# Prompt
Transcribe the entries exactly. Omit the pictures.

# Exercise inputs
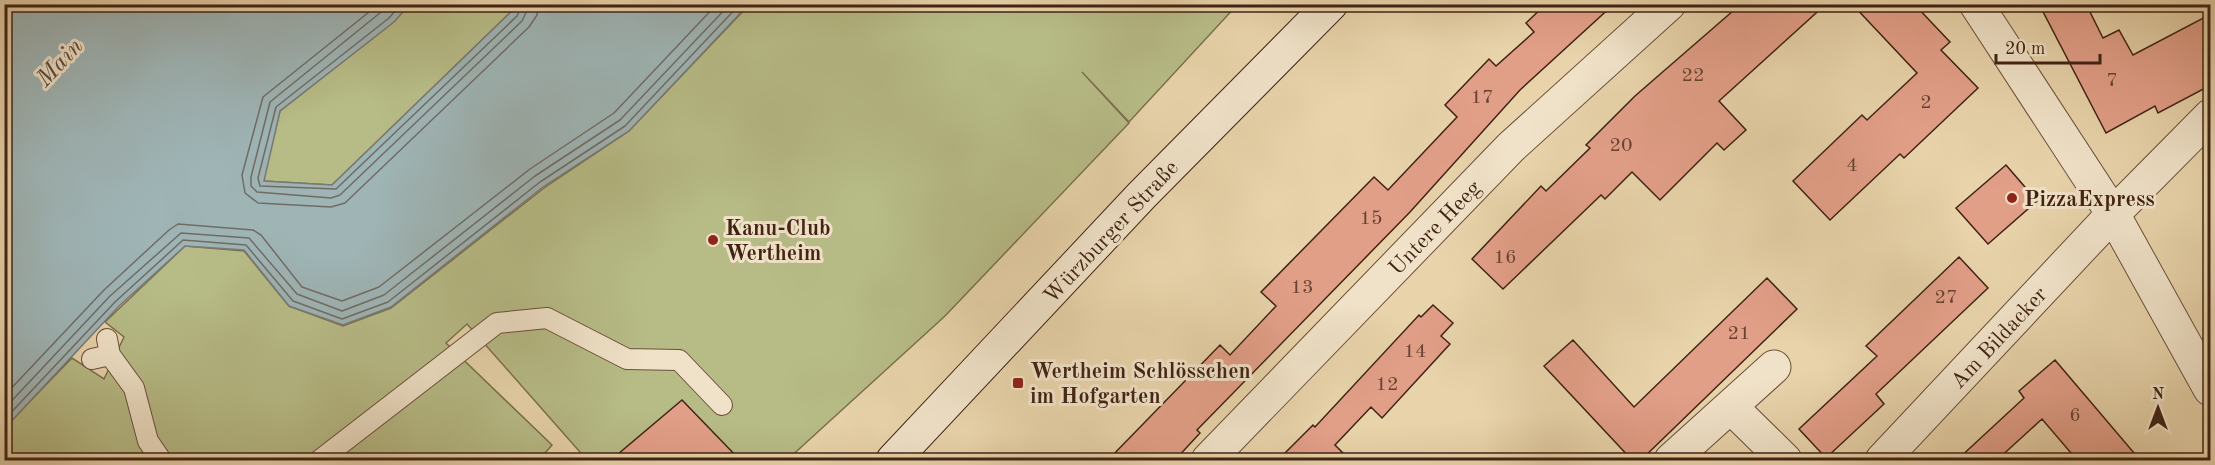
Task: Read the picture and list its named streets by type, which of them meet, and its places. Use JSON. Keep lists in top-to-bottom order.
{
  "streets": {
    "street": ["Untere Heeg", "Würzburger Straße", "Am Bildacker"]
  },
  "water": ["Main"],
  "places": {
    "other": ["PizzaExpress", "Kanu-Club Wertheim"],
    "transit": ["Wertheim Schlösschen im Hofgarten"]
  },
  "house_numbers": [
    "22",
    "7",
    "17",
    "2",
    "20",
    "4",
    "15",
    "16",
    "13",
    "27",
    "21",
    "14",
    "12",
    "6"
  ],
  "scale_bar": "20 m",
  "north": "top"
}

# Result below
Task: Read the picture and list its named streets by type, which of them meet, and its places. Use JSON. Keep lists in top-to-bottom order.
{
  "streets": {
    "street": ["Untere Heeg", "Würzburger Straße", "Am Bildacker"]
  },
  "water": ["Main"],
  "places": {
    "other": ["PizzaExpress", "Kanu-Club Wertheim"],
    "transit": ["Wertheim Schlösschen im Hofgarten"]
  },
  "house_numbers": [
    "22",
    "7",
    "17",
    "2",
    "20",
    "4",
    "15",
    "16",
    "13",
    "27",
    "21",
    "14",
    "12",
    "6"
  ],
  "scale_bar": "20 m",
  "north": "top"
}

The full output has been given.